The code name “Project Shark” for the 295-foot Oceanco launched last week was not just a clever moniker from the Dutch yard’s marketing team. Designer Luiz De Basto actually conceived of the exterior as a huge, curved, and very elegant shark that would give the superyacht its inimitable look. “Most of my ideas come from nature,” says the Miami-based designer. “When you look at the profile, the shape is really inspired by a shark. You have the wing stations combined with the pilothouse that looks like a hammerhead and the mast is shaped like a fin.”
Of course, as De Basto adds, starting with a shark means nothing if you don’t arrive with a world-class yacht. Oceanco, responsible for some of the most stunning custom yachts on the water, will set new design standards with Project Shark if the initial photos are anything to go by. De Basto knows all the rules of yacht design, but purposely broke several with this yacht. First, he divided the yacht into zones for the privacy of the owners and guests. There are no exterior walkways above the main deck so the owners won’t have anyone looking in the windows of their private areas. De Basto also defined Project Shark with huge stretches of glass for uninterrupted oceanscapes. “The floor-to-ceiling windows give exceptional views, but you also get the boat’s unique sense of solitude through the private balconies and terraces,” says De Basto. “It’s that combination that makes this yacht so different.”

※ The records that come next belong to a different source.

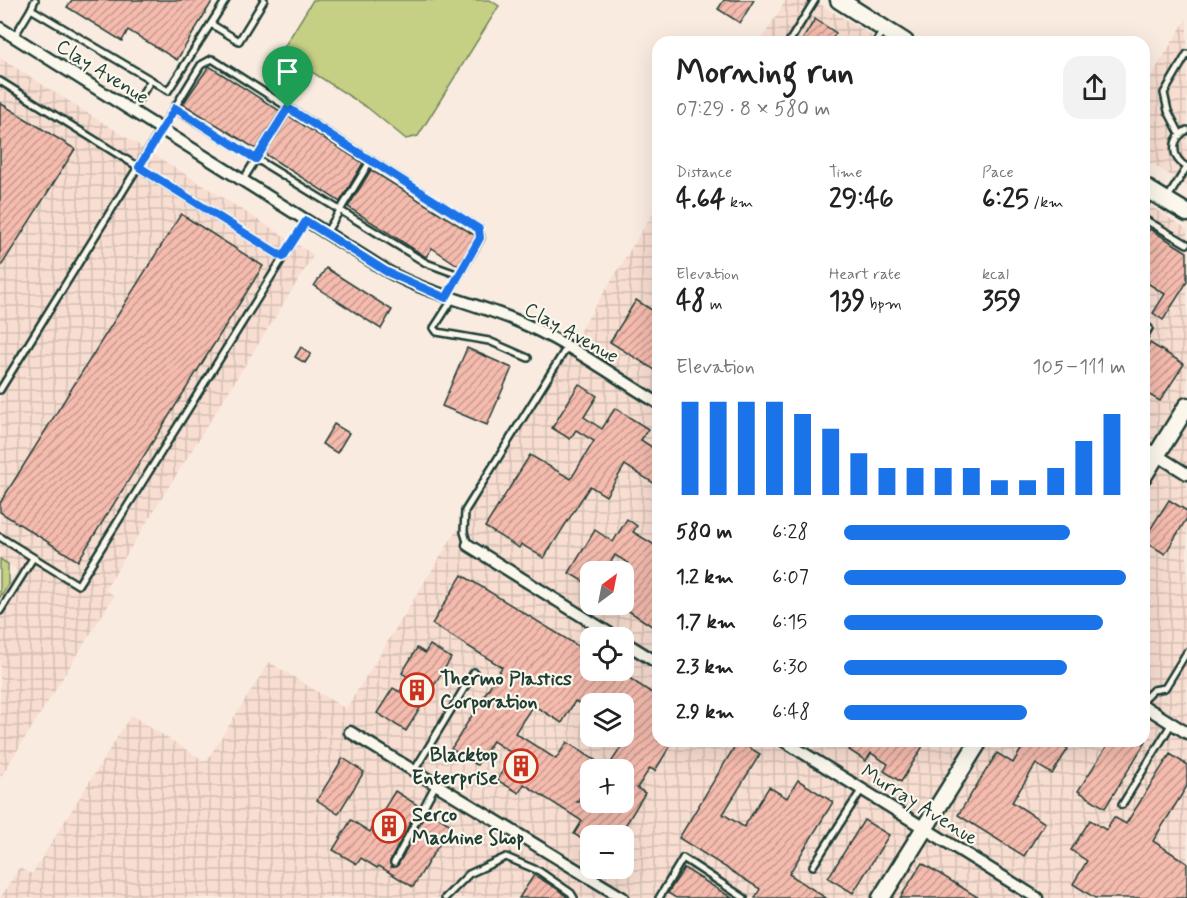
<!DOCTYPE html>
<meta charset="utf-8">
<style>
:root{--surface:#fff;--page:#f2f2f2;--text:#222;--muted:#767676;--accent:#1a73e8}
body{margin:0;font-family:Mynerve,sans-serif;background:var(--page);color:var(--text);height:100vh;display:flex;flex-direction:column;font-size:22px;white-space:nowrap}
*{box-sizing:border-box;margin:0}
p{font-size:20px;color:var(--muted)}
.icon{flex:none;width:33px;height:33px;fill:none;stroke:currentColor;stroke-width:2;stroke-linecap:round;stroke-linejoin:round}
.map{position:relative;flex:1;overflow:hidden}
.details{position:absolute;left:652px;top:36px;width:498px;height:711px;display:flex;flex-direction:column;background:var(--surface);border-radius:18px;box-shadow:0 6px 24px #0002}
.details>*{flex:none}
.needle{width:39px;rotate:32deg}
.tools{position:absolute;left:580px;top:561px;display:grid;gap:12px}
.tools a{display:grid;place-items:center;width:54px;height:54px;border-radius:12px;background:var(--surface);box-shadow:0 6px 24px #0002;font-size:30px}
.pin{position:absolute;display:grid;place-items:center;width:51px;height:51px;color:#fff;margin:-62px -26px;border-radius:50% 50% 50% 0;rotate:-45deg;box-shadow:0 0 6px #0007}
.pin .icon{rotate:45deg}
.round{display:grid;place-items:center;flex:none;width:63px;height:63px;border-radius:18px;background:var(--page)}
.headline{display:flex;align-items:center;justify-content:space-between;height:102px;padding:0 24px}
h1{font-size:33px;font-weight:800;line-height:45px}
.stats{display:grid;grid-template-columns:repeat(3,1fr);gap:9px;height:102px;padding:6px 24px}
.stats div{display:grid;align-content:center}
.stats b{font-size:26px;font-weight:800}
.stats small{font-size:16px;font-weight:400}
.stats p{font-size:16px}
.chart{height:168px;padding:12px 24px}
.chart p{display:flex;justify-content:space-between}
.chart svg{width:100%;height:108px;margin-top:6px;stroke:var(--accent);stroke-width:6}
ul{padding:0 24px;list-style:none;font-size:20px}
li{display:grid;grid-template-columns:96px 72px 1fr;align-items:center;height:45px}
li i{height:15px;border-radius:8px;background:var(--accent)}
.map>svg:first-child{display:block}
</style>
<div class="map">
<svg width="1187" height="898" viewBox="0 0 1187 898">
<defs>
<pattern id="industrial-grid" width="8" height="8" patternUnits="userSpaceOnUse" patternTransform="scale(1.5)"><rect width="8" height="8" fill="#f8ddd1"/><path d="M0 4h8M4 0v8" fill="none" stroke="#d4bfb4"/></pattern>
<pattern id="building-hatch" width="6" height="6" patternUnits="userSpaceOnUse" patternTransform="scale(1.5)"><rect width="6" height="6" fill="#f5bbae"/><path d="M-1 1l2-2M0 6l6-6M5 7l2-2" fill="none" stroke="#c6998e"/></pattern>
</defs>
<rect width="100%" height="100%" fill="#faebe0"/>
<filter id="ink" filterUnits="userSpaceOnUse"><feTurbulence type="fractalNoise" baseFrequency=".0167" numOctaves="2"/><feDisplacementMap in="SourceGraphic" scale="12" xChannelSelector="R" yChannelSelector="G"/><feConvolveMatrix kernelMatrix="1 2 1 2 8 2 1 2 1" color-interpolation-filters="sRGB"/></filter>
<g filter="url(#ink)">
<!-- industrial -->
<g fill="url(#industrial-grid)" fill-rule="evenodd">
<path d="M786 0H813L882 42H760Z"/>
<path d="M1187 18V186L1145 159 1144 88Z"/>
<path d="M0 58 314 255 105 589 114 596 0 778V597L17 570 0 559Z"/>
<path d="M1145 203 1187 229V898H0L19 868 32 874 131 715 206 762 269 662 346 709 658 205V741H1144ZM591 572H624V604H591ZM591 638H624V670H591ZM591 704H624V736H591ZM591 770H624V802H591ZM591 836H624V868H591Z"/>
</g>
<!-- grass -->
<g fill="#c5d084" stroke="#72865c" stroke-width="1.5">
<path d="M313 0H490L499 6 418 136 406 139 368 108 281 52Z"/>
<path d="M0 559 8 564V585L0 597Z"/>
</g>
<!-- building -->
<g fill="url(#building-hatch)" stroke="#1f3d34" stroke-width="1.5" fill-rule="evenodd">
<path d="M72 0H213L177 60 128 30 122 41 67 7Z"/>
<path d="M724 0H754L740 23 718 9Z"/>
<path d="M815 19 836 33 830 42H801Z"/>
<path d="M209 66 280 111 256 149 183 104Z"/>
<path d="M0 103 75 149 0 268Z"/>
<path d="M289 116 363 163 340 202 265 154Z"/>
<path d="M371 170 476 236 459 266 432 248 426 257 348 207Z"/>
<path d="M181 214 263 266 78 561 0 512V503Z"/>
<path d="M1150 229 1187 252V282L1163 320 1153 313 1165 294 1144 281V237Z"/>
<path d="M326 268 392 310 381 329 314 286Z"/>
<path d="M636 300 658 314V372L610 342Z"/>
<path d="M1150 343 1184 364 1160 401 1144 392V352Z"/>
<path d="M301 347 311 354 305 363 295 357Z"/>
<path d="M467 348 512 368 487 425 442 406Z"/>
<path d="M579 384 597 396 584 417 602 429 615 408 648 429 641 440 658 451V486L625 465 606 496 590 486 544 558 521 544 519 548 485 527 530 455 571 479 594 441 576 430 570 439 552 428Z"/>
<path d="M334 424 349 433 337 453 322 444Z"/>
<path d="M1169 500 1187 511V518L1165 554 1144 541V539Z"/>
<path d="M627 519 637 526 633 532 658 547V630L618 604H624V570L628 563 615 555 605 572H591V586L569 573 595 530 613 542Z"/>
<path d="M462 575 591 654V670H617L658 697V741H673L655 771 650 768 637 788 645 793 619 836H591V845L574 834 582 821 524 784 519 793 497 780 513 754 493 741 477 765 451 749 502 667 432 624ZM575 701 591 711V704H624V743L612 761 624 769V802H577L591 781V770H598L601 764 567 742 556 759 515 733 533 705 562 723Z"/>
<path d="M430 645 451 658 406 731 377 713 393 688 400 692 409 678 402 673 417 648 425 653Z"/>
<path d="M738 741 760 754 723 814 744 827 769 787 787 798 798 780 833 802 789 874 826 898H755L760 889 679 838Z"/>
<path d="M855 741H926L901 782 884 771 888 764 871 753 866 761 849 750Z"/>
<path d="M1026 741H1056L1068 749 1052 774 1036 764 1012 802 1045 823 1024 856 958 815 997 753 1013 763Z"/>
<path d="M1110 741H1146L1105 808 1078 791Z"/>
<path d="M1170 754 1187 765V786L1153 841 1187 863V898H1095L1073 884 1087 861 1071 850 1090 820 1106 830 1114 817 1126 824Z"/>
<path d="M343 758 364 772 338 814 317 800Z"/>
<path d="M395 791 419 806 390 861 391 867 398 865 427 811 451 825 413 887 379 866 377 868 361 858 357 864 333 850 351 820 370 832Z"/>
<path d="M864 820 889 835 853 893 828 878Z"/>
<path d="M922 863 979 898H900Z"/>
<path d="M684 868 732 898H676L668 893Z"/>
<path d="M534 875 556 888 568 898H519Z"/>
</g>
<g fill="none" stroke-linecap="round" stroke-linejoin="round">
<defs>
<g id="lane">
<path d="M31 9 35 0"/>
<path d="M211 24 239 41 264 0"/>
<path d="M14 37 31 9 151 80"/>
<path d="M789 42 815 0"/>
<path d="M876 42 883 30"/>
<path d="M0 81 283 257"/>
<path d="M175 109 426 263 459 275"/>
<path d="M132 110 151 80 168 91 226 0"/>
<path d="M1180 134 1168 111 1164 93 1187 54"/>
<path d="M243 180 288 108"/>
<path d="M1167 199 1187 167C1171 158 1170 139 1187 130"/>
<path d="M1144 205 1151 193"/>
<path d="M1144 219 1187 244"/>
<path d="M326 233 371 160"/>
<path d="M452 300 434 328 437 332 489 341 528 358"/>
<path d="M1144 337 1149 328"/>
<path d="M0 390 201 65 212 59 479 229 481 238 447 296"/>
<path d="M0 537 78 585 306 221"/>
<path d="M468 545 464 532 465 511 567 347"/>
<path d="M0 611 33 558"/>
<path d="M1144 699 1153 690 1165 688 1187 652"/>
<path d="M414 771 474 672"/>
<path d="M1122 805 1172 723"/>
<path d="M394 863 436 784"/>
<path d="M813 866 862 789"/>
<path d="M445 898 469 874 506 857 539 871 571 893 574 898"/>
<path d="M659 898 683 858 744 898"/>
</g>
<g id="street">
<path d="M0 28 387 271C428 294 472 302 515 320 566 341 612 375 658 403"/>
<path d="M1144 447 1187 474"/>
<path d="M468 545 617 638"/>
<path d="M624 642 658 663"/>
<path d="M1144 706 1187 733"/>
<path d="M350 732 623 898"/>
<path d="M784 741 1037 898"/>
</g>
<g id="secondary">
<path d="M839 0 905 42"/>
<path d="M1144 187 1187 213"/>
<path d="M1144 475 1187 406"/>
<path d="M881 898 979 741"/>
</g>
</defs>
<!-- lane casing -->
<use href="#lane" stroke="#1f3d34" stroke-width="10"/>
<!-- street casing -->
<use href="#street" stroke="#1f3d34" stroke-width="15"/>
<!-- secondary casing -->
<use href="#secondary" stroke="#1f3d34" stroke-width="21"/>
<!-- lane -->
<use href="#lane" stroke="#fbf7ec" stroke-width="5"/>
<!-- street -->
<use href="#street" stroke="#fbf7ec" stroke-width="10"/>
<!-- secondary -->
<use href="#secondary" stroke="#fbf7ec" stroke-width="16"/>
</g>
</g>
<g fill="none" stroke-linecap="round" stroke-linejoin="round" filter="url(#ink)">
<defs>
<path id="route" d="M175 108 256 159 288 108 479 229 480 238 446 298 387 272 306 221 283 257 139 167Z"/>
</defs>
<!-- route casing -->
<use href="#route" stroke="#fff" stroke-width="12"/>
<!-- route -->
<use href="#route" stroke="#1a73e8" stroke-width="8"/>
</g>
<!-- icons -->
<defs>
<symbol id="building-ring" viewBox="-11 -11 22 22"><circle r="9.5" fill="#fbf7ec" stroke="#c8321e" stroke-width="1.5"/><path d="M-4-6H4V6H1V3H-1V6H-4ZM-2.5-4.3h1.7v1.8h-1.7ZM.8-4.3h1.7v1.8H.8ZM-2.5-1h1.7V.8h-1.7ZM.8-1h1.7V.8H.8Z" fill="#c8321e"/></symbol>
</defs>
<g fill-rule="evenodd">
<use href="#building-ring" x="398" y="671" width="38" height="38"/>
<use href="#building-ring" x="502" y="747" width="38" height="38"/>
<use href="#building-ring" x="370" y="807" width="38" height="38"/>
</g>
<g text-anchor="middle" stroke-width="4.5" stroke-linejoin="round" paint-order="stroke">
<!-- street labels -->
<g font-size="20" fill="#1f3d34" stroke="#fbf7ec">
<text transform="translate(103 71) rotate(32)" y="7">Clay Avenue</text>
<text transform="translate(572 332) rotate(29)" y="7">Clay Avenue</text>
<text transform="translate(920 804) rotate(32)" y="7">Murray Avenue</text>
</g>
<!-- poi labels -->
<g font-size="20" font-weight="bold" fill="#1f3d34" stroke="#fbf7ec" text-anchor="start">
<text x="440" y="685">Thermo Plastics<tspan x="440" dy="23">Corporation</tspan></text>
<text x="498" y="761" text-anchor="end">Blacktop<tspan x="498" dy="23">Enterprise</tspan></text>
<text x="412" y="821">Serco<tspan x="412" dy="23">Machine Shop</tspan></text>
</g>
</g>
</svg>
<div class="tools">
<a><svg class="needle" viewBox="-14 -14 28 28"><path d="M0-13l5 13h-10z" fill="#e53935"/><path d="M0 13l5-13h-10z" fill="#767676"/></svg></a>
<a><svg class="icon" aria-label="locate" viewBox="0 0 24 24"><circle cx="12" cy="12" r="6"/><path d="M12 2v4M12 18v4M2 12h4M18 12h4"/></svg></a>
<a><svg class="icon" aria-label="layers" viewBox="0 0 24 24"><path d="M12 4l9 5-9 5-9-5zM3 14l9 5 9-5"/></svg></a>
<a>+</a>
<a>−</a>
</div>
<div class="pin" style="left:288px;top:108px;background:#1e9e55"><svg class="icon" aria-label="arrive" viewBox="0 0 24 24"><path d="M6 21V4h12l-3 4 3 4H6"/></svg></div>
<section class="details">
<div class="headline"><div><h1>Morning run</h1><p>07:29 · 8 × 580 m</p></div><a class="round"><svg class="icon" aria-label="share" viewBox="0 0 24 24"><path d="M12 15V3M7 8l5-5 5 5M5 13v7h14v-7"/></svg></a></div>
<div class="stats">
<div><p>Distance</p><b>4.64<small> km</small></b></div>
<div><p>Time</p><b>29:46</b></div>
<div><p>Pace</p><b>6:25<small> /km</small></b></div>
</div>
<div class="stats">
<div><p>Elevation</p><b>48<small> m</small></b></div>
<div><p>Heart rate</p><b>139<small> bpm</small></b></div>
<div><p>kcal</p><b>359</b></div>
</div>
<div class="chart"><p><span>Elevation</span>105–111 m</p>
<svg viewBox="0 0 160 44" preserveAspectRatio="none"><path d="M5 44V6M15 44V6M25 44V6M35 44V6M45 44V11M55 44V17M65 44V27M75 44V33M85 44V33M95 44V33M105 44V33M115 44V38M125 44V38M135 44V33M145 44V22M155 44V11"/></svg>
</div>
<ul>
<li><b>580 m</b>6:28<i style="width:80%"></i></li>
<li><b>1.2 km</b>6:07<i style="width:100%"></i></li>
<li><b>1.7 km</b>6:15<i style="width:92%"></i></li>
<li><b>2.3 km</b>6:30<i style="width:79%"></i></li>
<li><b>2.9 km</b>6:48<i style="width:65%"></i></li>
</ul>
</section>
</div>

Despite its length, Project Shark has only 12 staterooms, and the owners have the entire upper deck of the Nuvolari-Lenard–designed interior at their disposal. The owner’s deck has a palatial en-suite apartment, side terraces, and a rear patio with a roof, hot tub, and an alfresco dining area. It also has several service areas and a crew elevator so the crew can prepare meals or set up the entertainment centers without disturbing the owners.
The design also includes an innovative, enclosed stairway on the aft helipad that can be shut while the helicopter is landing or taking off, so that owners and guests don’t have to deal with the helicopter’s exhaust fumes or downflow from its blades. “Enclosing the stairways also preserves the flow of the superstructure,” says De Basto. “It provides an aesthetic and practical solution for the helipad.”

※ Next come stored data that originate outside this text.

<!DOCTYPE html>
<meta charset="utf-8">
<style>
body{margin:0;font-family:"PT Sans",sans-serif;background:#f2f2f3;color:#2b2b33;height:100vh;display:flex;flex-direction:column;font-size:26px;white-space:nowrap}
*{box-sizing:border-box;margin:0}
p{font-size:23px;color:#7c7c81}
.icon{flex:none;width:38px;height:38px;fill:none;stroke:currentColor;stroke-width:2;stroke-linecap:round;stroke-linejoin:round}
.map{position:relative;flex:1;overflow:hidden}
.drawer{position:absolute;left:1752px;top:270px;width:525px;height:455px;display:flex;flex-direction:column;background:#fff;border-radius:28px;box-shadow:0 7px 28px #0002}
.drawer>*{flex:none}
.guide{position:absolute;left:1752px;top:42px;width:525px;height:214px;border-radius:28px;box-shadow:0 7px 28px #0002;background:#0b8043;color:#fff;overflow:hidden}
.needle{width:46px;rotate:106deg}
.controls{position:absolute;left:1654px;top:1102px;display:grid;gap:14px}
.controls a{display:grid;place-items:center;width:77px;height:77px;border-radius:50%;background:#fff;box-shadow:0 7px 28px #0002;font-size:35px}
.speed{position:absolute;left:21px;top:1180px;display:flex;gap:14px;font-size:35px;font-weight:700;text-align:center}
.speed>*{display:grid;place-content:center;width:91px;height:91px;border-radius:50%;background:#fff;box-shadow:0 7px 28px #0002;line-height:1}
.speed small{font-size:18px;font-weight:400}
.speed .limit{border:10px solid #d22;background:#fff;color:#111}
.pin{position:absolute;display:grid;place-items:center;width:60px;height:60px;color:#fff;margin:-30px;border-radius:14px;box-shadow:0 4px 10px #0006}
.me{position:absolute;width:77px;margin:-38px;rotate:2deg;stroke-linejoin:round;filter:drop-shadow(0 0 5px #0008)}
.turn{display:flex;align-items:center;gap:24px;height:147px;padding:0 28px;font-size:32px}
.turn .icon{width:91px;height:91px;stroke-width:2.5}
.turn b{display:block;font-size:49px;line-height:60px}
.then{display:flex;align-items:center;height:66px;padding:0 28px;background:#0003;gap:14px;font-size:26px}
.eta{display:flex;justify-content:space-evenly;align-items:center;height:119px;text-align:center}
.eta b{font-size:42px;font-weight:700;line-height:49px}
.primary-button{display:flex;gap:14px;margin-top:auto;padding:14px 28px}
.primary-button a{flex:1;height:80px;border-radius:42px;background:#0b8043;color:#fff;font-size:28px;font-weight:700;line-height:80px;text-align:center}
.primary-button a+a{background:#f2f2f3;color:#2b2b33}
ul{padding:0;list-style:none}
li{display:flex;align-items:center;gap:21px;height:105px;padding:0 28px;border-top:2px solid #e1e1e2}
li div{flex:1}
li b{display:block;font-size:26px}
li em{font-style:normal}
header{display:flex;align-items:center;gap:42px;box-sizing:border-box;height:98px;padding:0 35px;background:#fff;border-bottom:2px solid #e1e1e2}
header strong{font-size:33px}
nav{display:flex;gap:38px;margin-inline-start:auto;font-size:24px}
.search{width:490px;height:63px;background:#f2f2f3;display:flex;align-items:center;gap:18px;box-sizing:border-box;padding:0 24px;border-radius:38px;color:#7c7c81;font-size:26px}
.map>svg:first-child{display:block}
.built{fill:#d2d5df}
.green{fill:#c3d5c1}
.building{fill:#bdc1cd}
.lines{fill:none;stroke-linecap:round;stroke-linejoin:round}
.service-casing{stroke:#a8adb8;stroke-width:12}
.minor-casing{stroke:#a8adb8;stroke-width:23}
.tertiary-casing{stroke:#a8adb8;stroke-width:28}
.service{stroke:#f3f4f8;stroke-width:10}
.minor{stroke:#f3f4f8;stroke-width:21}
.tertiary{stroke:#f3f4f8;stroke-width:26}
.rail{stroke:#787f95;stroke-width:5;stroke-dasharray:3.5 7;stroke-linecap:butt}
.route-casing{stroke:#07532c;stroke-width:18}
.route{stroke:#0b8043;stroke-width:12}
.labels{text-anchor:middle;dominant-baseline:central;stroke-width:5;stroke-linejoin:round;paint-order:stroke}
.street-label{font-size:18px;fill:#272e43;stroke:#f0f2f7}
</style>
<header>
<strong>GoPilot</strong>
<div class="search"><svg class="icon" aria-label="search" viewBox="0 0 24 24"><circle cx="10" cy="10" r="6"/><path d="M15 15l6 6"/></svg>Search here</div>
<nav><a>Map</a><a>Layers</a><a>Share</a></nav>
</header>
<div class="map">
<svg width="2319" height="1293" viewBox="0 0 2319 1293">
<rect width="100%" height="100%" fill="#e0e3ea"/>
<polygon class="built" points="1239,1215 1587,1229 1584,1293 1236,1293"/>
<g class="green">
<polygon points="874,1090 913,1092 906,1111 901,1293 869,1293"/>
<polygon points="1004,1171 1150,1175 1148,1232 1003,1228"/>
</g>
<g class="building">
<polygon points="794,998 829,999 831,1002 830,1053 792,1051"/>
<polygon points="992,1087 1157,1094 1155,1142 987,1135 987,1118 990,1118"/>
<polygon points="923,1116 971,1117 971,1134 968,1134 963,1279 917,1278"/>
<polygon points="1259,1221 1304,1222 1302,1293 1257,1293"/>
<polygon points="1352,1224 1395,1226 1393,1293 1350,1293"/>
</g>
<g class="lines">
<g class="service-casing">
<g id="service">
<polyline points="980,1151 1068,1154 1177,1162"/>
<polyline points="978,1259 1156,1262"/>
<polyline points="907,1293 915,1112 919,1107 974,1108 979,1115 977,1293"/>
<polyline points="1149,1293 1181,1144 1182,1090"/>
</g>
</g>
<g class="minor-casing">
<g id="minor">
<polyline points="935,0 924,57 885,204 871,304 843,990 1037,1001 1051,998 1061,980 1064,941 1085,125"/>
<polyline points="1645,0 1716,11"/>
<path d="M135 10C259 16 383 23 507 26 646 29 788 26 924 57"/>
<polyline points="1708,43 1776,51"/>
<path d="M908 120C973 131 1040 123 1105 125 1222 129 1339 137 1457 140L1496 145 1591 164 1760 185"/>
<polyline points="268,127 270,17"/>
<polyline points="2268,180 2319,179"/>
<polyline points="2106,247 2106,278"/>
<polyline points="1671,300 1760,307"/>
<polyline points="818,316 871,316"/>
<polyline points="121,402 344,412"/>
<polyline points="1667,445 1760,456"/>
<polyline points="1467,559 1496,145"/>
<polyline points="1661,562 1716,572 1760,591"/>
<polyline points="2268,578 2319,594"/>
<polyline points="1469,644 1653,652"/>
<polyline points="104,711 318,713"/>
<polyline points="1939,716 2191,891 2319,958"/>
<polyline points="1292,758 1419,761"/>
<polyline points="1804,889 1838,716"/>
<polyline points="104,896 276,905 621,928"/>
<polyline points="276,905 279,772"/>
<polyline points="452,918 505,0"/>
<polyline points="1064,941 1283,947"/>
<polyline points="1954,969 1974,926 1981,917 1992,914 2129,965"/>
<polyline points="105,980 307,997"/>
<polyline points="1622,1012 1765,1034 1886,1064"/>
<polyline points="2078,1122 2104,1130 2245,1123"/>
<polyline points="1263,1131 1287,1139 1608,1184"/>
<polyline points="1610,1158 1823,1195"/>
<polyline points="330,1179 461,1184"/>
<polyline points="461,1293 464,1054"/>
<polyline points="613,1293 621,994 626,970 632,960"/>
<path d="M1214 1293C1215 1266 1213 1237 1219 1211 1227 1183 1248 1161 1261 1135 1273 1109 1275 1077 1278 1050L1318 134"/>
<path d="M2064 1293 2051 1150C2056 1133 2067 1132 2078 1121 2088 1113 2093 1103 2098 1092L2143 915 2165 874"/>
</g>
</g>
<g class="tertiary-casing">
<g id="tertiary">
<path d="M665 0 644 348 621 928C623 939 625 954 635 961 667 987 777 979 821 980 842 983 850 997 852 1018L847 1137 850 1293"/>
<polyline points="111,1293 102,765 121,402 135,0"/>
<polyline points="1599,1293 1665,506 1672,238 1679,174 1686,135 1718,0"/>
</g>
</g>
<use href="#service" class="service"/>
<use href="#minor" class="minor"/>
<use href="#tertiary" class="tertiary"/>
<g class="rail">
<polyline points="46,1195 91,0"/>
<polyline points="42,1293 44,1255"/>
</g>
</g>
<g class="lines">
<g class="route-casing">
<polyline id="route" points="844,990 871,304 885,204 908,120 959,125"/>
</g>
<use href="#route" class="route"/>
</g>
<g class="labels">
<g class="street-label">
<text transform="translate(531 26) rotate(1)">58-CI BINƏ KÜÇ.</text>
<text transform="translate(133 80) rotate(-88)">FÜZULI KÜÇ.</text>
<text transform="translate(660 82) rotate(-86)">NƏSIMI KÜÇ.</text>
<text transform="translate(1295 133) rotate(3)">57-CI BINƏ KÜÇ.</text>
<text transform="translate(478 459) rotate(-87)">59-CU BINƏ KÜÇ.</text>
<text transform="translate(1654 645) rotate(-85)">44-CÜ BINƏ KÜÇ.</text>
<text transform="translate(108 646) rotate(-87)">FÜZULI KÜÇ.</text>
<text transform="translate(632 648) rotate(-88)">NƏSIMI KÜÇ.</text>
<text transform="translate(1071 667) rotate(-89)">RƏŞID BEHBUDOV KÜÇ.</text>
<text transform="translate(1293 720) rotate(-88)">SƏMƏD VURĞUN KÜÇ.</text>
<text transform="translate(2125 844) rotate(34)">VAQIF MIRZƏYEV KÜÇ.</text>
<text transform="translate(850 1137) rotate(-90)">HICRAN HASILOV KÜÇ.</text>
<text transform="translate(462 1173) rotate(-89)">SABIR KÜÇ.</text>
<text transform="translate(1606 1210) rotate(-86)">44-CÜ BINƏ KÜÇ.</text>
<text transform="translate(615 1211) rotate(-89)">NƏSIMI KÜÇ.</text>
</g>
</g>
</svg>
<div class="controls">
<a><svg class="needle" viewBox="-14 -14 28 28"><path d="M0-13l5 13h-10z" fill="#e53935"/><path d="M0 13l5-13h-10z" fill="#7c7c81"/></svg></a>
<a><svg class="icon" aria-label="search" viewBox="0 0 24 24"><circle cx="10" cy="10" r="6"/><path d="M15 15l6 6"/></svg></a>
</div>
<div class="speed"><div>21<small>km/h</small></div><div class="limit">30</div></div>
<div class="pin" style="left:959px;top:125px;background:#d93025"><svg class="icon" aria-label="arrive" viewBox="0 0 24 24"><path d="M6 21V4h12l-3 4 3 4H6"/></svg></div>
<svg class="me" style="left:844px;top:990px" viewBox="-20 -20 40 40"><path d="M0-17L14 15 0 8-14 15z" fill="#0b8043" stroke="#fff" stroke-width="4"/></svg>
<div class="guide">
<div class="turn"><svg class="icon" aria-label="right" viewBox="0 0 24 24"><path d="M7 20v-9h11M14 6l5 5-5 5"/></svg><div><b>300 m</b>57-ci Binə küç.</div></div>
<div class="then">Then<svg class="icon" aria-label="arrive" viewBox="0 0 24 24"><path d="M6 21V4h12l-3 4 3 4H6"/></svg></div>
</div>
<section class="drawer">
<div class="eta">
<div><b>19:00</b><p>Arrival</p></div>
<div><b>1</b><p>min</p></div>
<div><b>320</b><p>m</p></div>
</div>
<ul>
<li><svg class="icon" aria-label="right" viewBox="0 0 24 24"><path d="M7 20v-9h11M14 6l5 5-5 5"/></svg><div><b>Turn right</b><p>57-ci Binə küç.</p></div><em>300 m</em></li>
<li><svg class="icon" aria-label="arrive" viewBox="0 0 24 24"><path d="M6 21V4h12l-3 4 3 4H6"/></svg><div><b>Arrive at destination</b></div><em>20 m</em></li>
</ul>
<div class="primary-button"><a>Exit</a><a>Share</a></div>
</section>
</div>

The designer could not have been happier with his experience at Oceanco, which left almost all of the visionary design in tact through what was a complicated build of the steel yacht. Powered by a pair of 4,828 hp MTU diesel engines, Project Shark will now undergo sea trials and should be delivered before the summer when it will enter into the list of the world’s top 200 yachts.
De Basto is happy with Project Shark, his largest project to date, with both the build quality and sense of proportions across the exterior. “The scale of the yacht was not intimidating,” he says. “Once I came up with the elegant design, the yacht’s size didn’t matter. It doesn’t look heavy and awkward like some superyachts that big, but long and lean.” Just like a shark.